Normalizing, not Pathologizing

I am unafraid to say, I have felt extremely well throughout this pregnancy.

Save the first 8 weeks where I slept like a hibernating bear and watched the entire series of Seinfeld (on repeat), pregnancy has made me only minimally uncomfortable. My shoes & rings still fit. I still work on our land for 6+ hours every day. I taught yoga right up to 34ish weeks. And at 38+(?) weeks I'm still sleeping like a baby.


I know that this isn't everyone's experience. It's extremely important to normalize tough pregnancies .. every woman, and every pregnancy, is different.

But normalizing healthy, comfortable pregnancies is equally important.


It's shocking to me how many people I pass on the street on these hot July days will say something like "I'm so sorry" instead of "congratulations" when they see my watermelon-sized belly. But if there's something we've learned about ourselves after 2020, it's that we're a culture that connects most readily on tragedy, suffering, and dismay.


There's a fear that sharing easy, healthy, empowering pregnancy & birth stories will alienate women who haven't had that same experience. And so they don't get shared. And so the prevailing narrative is one of discomfort - or worse, fear and pain.


I had heard so many awful pregnancy stories as a young woman, that I was terrified what becoming pregnant would do to my body and the implications for how that would change me as a person.
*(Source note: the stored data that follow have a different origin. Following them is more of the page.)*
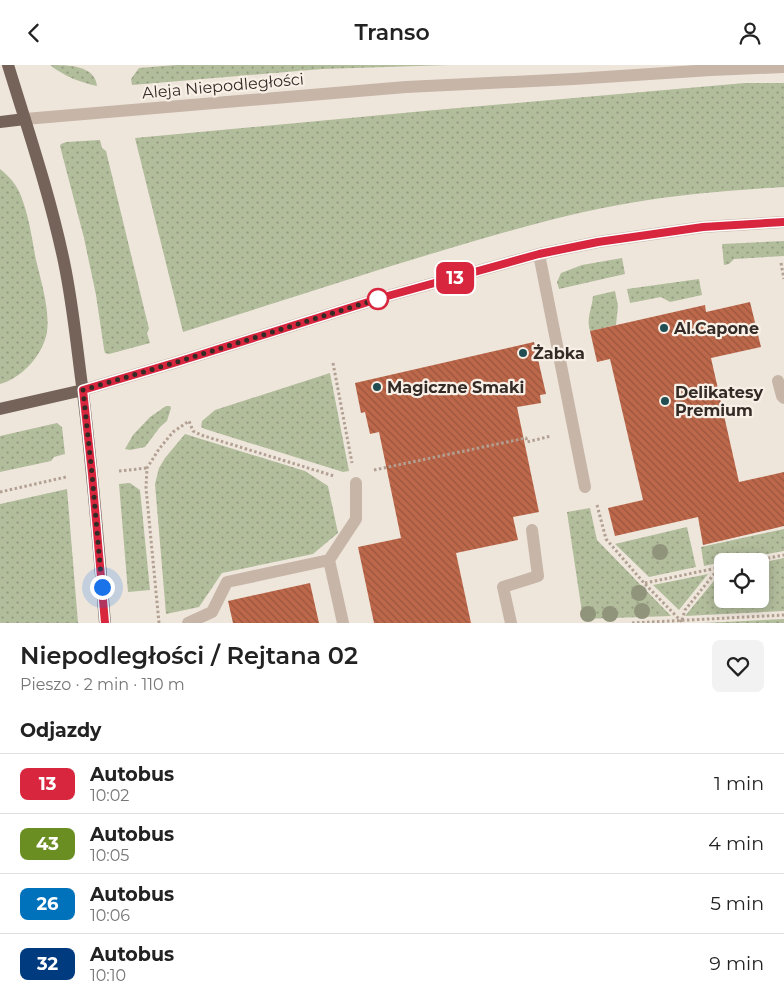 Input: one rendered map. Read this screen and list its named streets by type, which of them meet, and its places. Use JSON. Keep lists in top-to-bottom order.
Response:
{
  "streets": {
    "street": ["Aleja Niepodległości"]
  },
  "places": [
    "Al.Capone",
    "Żabka",
    "Magiczne Smaki",
    "Delikatesy Premium"
  ],
  "lines": ["bus line 13"],
  "page": {
    "header": "Transo",
    "on_map": "13",
    "heading": [
      ["Niepodległości / Rejtana 02", "Pieszo · 2 min · 110 m"],
      "Odjazdy"
    ],
    "list": [
      {
        "mark": "13",
        "name": "Autobus",
        "note": "10:02",
        "value": "1 min"
      },
      {
        "mark": "43",
        "name": "Autobus",
        "note": "10:05",
        "value": "4 min"
      },
      {
        "mark": "26",
        "name": "Autobus",
        "note": "10:06",
        "value": "5 min"
      },
      {
        "mark": "32",
        "name": "Autobus",
        "note": "10:10",
        "value": "9 min"
      }
    ]
  }
} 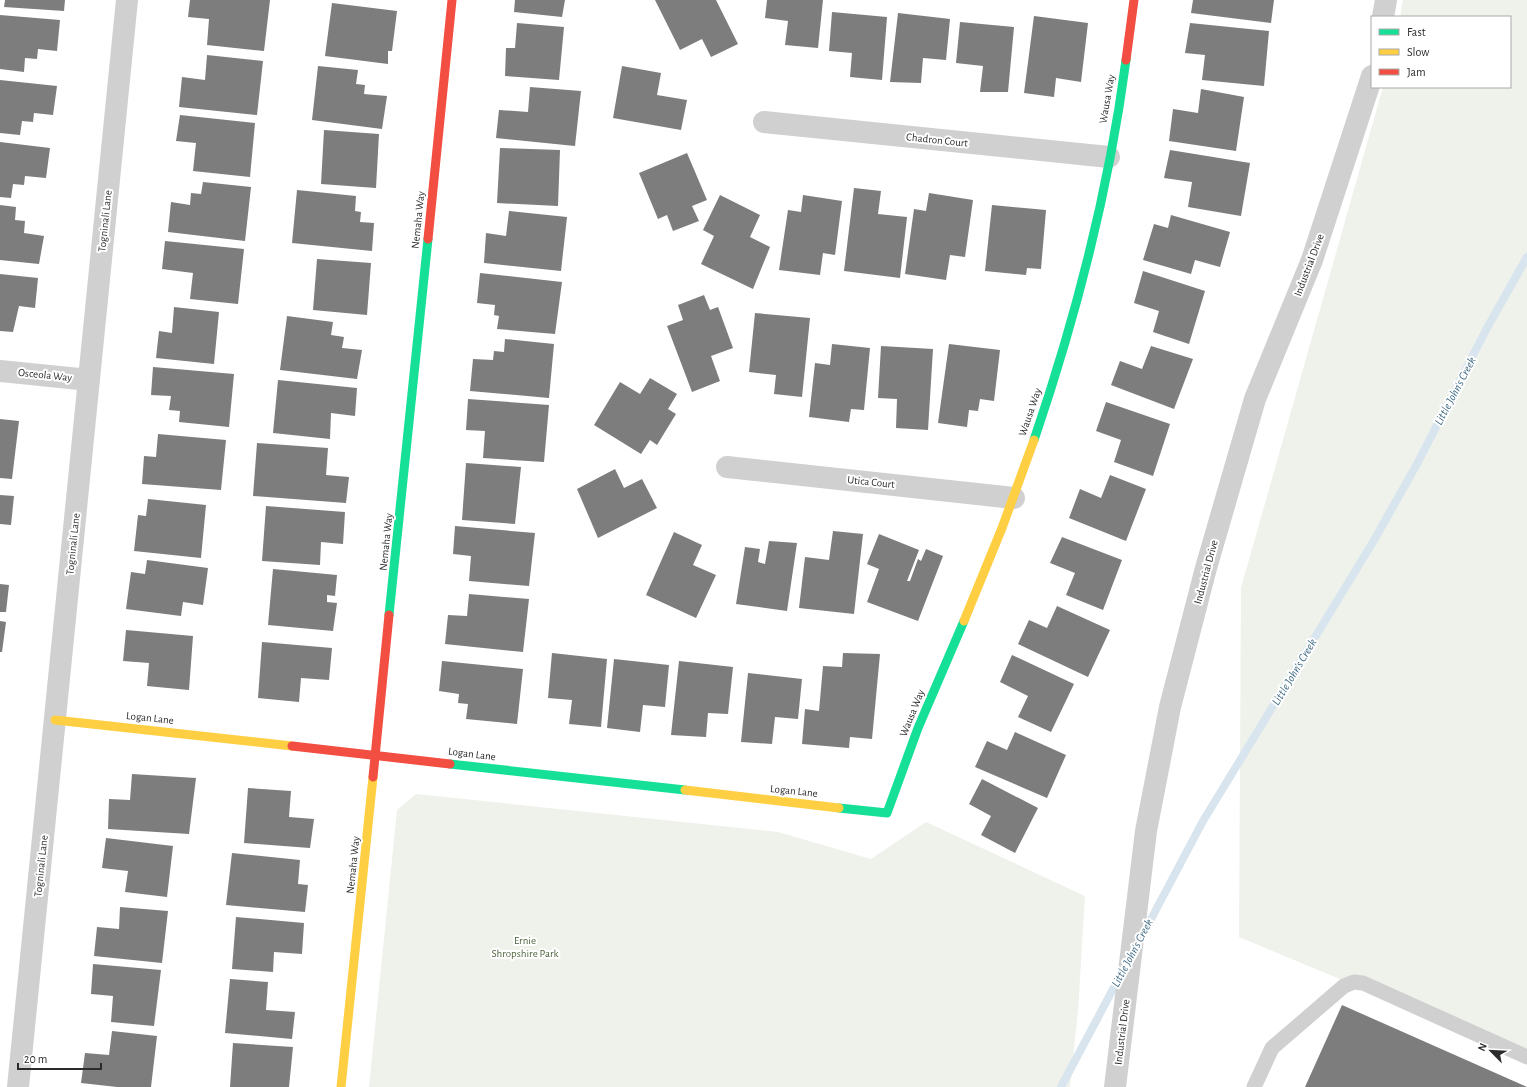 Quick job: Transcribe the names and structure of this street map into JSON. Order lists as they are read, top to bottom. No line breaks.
{"streets":{"street":["Wausa Way","Chadron Court","Nemaha Way","Togninali Lane","Industrial Drive","Osceola Way","Utica Court","Logan Lane"]},"crossings":[["Wausa Way","Chadron Court"],["Wausa Way","Utica Court"],["Wausa Way","Logan Lane"],["Nemaha Way","Logan Lane"],["Togninali Lane","Osceola Way"],["Togninali Lane","Logan Lane"]],"water":["Little John's Creek"],"parks":["Ernie Shropshire Park"],"legend":["Fast","Slow","Jam"],"scale_bar":"20 m","north":"top left"} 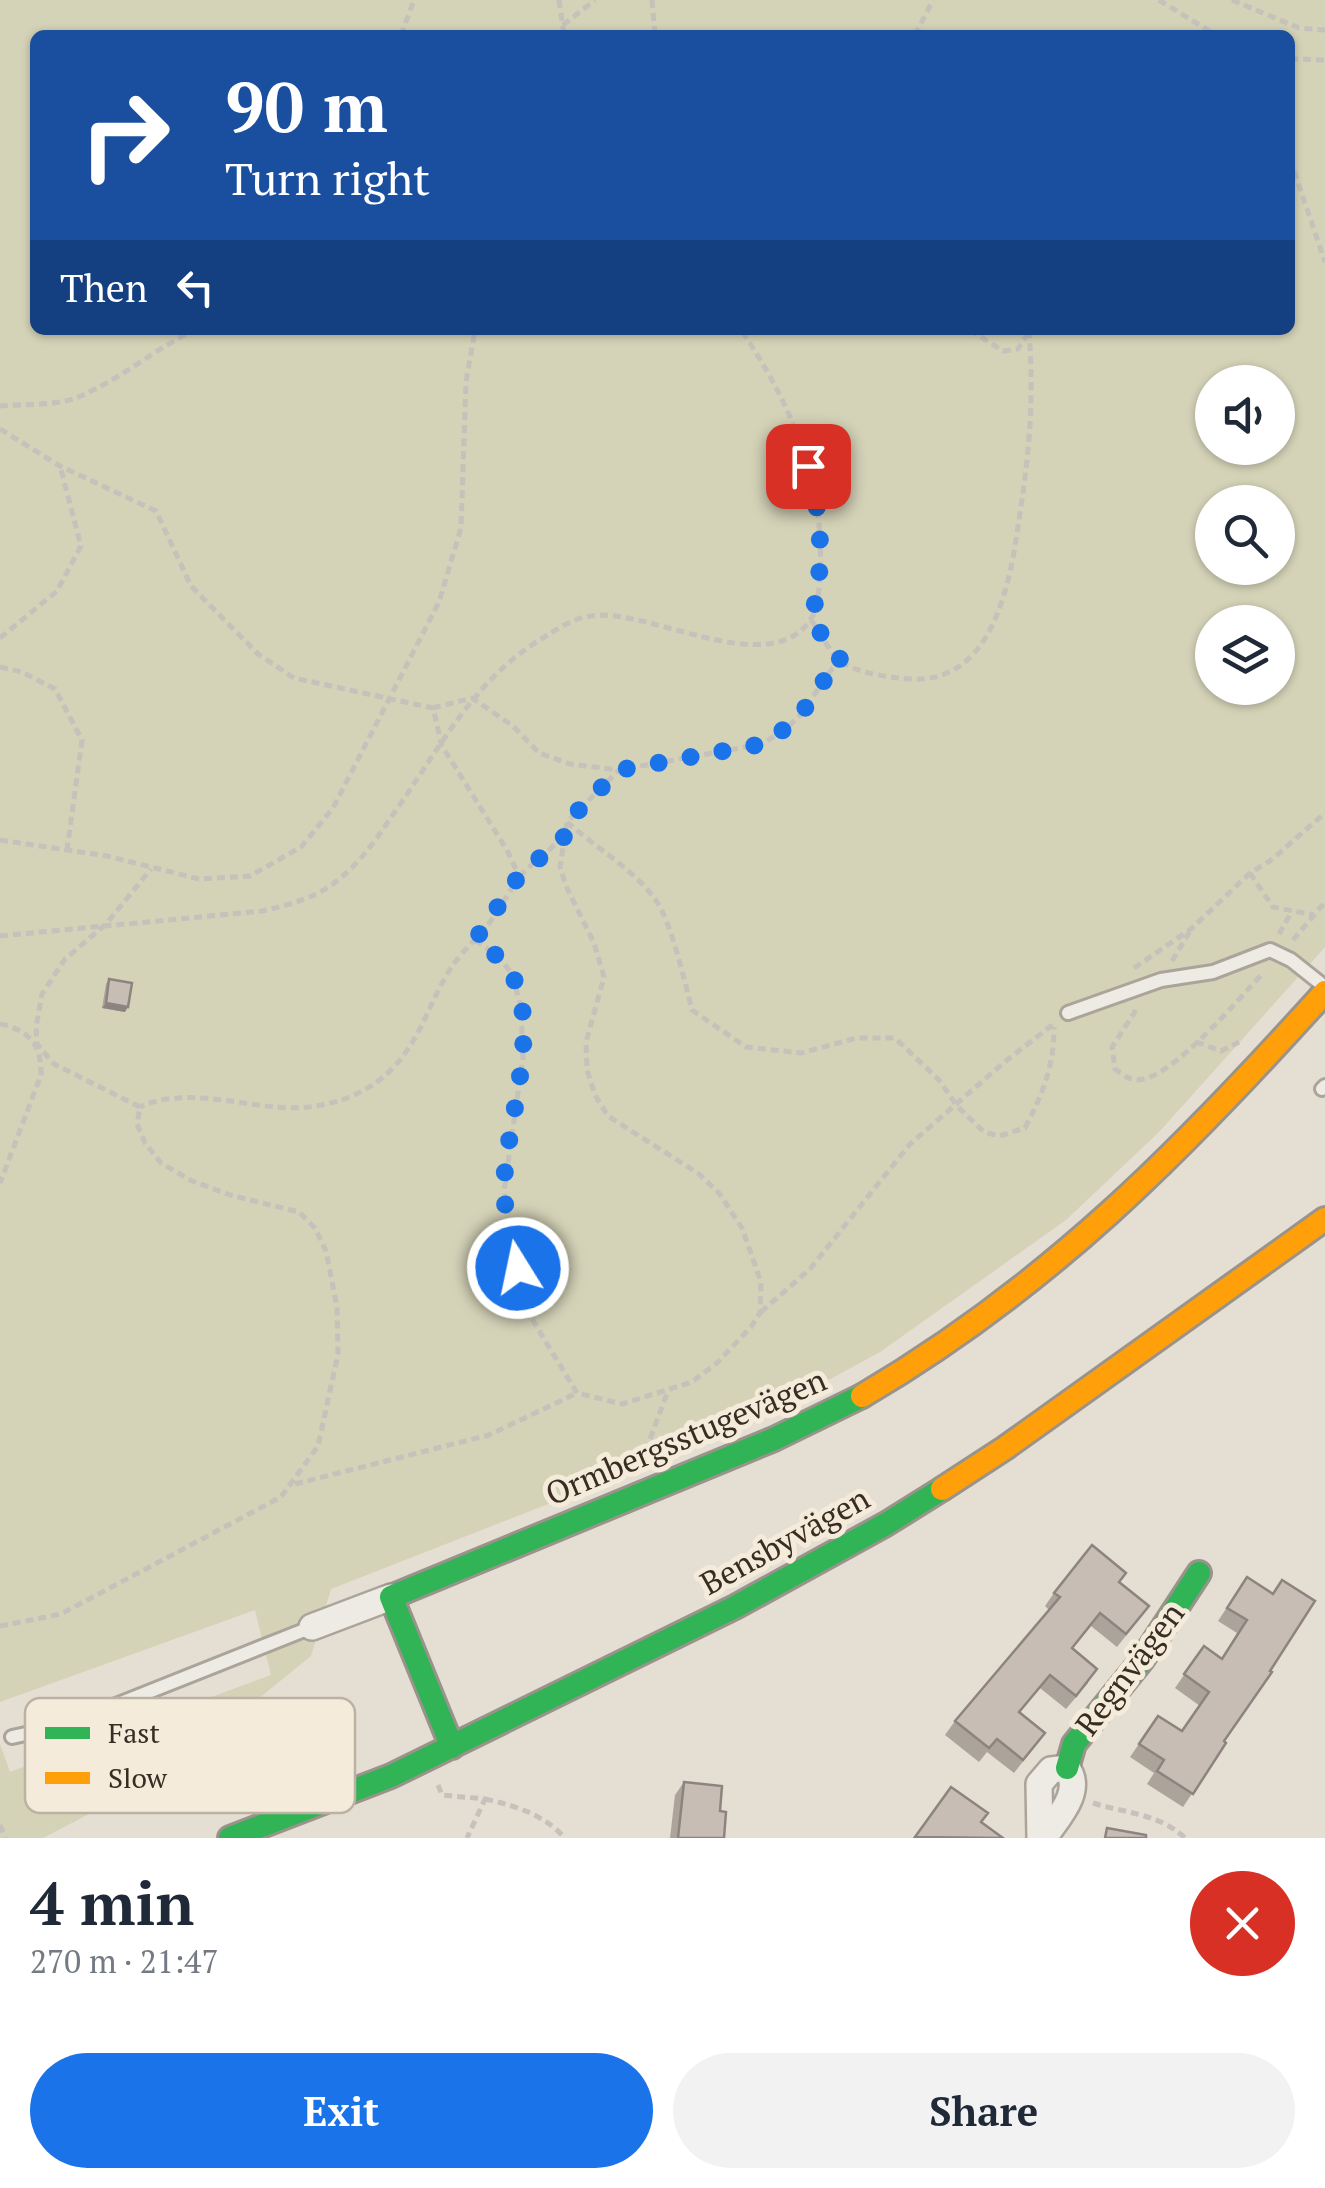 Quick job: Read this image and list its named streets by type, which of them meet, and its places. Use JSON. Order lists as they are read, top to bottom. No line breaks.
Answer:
{"streets":{"street":["Ormbergsstugevägen","Bensbyvägen","Regnvägen"]},"legend":["Fast","Slow"],"page":{"turn":["90 m","Turn right"],"then":"Then","heading":["4 min","270 m · 21:47"],"buttons":["Exit","Share"]}}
My experience doesn't mean anything about your experience, the way yours doesn't make meaning of mine. Our experiences are as different as the babies we birth.


I also recognize that my privilege - primarily in having access to the type of lifestyle that affords me and my baby peace, like being able to spend most of our day in nature - isn't accessible to everyone, and that really matters. It highlights the fact that the resources to promote healthy pregnancies aren't privileges, but rather rights that we should be pressuring government, culture, and society at large to support the accessibility of for everyone.


It's also crucial to acknowledge that *not* participating in any "screening" is part of why my pregnancy hasn't been pathologized. Especially since, similar to cancer screenings, testing doesn't move the needle on outcomes. This is a fact.


We'd love to blame genetics and we'd love to blame fate, but it's also just physiological fact to say that the way we treat our bodies pre-conception and during pregnancy has an effect on our pregnancy journeys, our births, and our postpartum recovery. This truth doesn't mean anything about each of us as individuals and it doesn't have to do with morality. It doesn't make us good or bad people. It's biology. (If you'd like to learn a little bit more about the biology of healthy pregnancy, we cover it in Reclaiming Fertility.)


So whatever your pregnancy journey is, share it. Chances are there is someone out there who needs to hear it.